Diversidade
Acesso de pessoas trans à retificação de nome é escasso no Brasil, aponta pesquisa
Segundo conclusão da Antra, o direito à alteração no registro civil é dificultado pela burocracia e pela falta de regulamentação
Apesar de a legislação brasileira garantir desde 2018 que pessoas trans possam retificar seu nome e seu gênero no registro civil, a falta de acesso impede que esse direito se consolide.
Essa é a conclusão da Associação Nacional de Travestis e Transexuais a partir do resultado da pesquisa Diagnóstico sobre o acesso à retificação de nome e gênero de travestis e demais pessoas trans no Brasil, divulgada nesta segunda-feira 21.
As dificuldades ficam evidentes diante do dado de que 63,57% das pessoas que participaram da pesquisa não conseguiram mudar o nome e o gênero em sua documentação.

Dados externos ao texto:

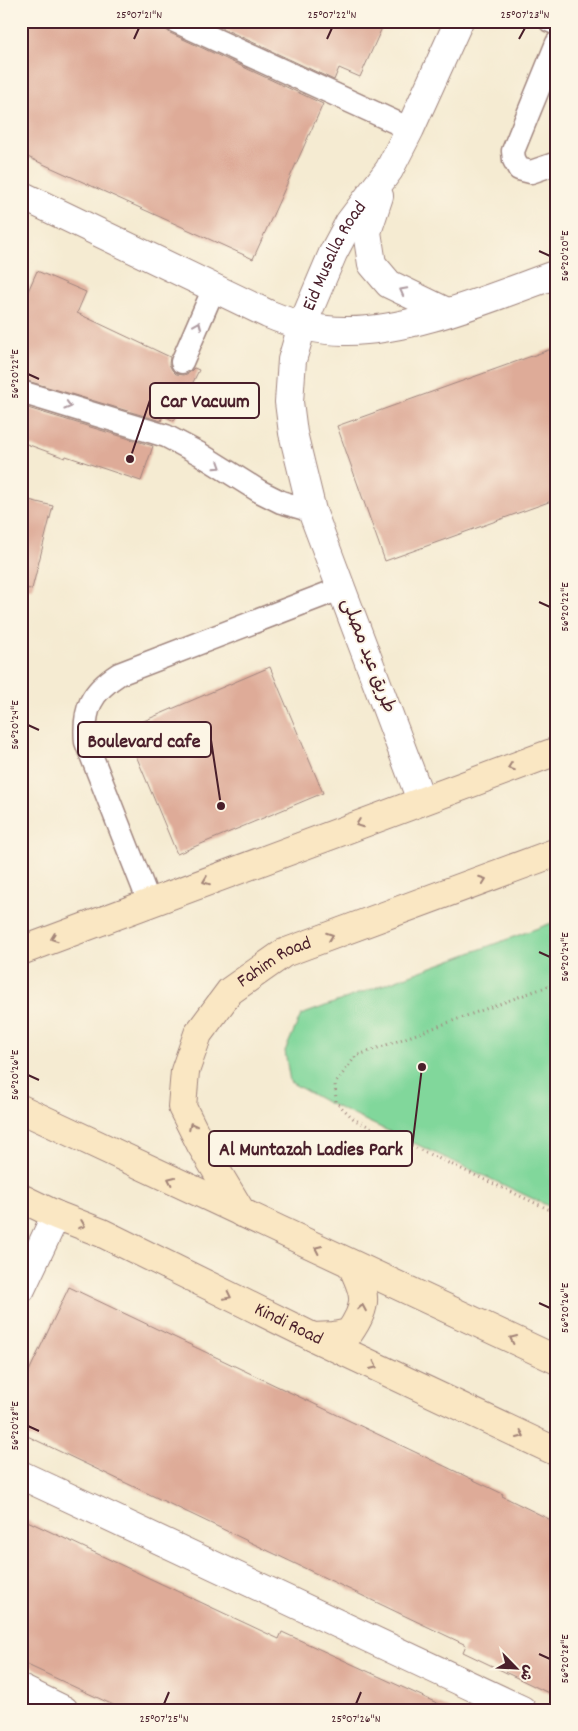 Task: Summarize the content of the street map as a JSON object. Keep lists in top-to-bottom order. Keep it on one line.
{"streets":{"street":["Eid Musalla Road","طريق عيد مصلى","Fahim Road","Kindi Road"]},"crossings":[["Eid Musalla Road","طريق عيد مصلى"]],"places":["Car Vacuum","Boulevard cafe","Al Muntazah Ladies Park"],"north":"bottom right","coordinates":["25°07'21\"N","25°07'22\"N","25°07'23\"N","56°20'20\"E","56°20'22\"E","56°20'24\"E","56°20'26\"E","56°20'28\"E","25°07'25\"N","25°07'26\"N"]}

Dos 38,4% que realizaram o processo de retificação, mais da metade afirma que a emissão do documento levou entre 15 dias e dois meses.
O custo do processo é o principal obstáculo. Cerca de 73% dos consultados não conseguiram a isenção da taxa.
A gratuidade é prevista pelo PL 3.667, a instituir a isenção de taxas no cartório e na emissão dos novos documentos em 2020.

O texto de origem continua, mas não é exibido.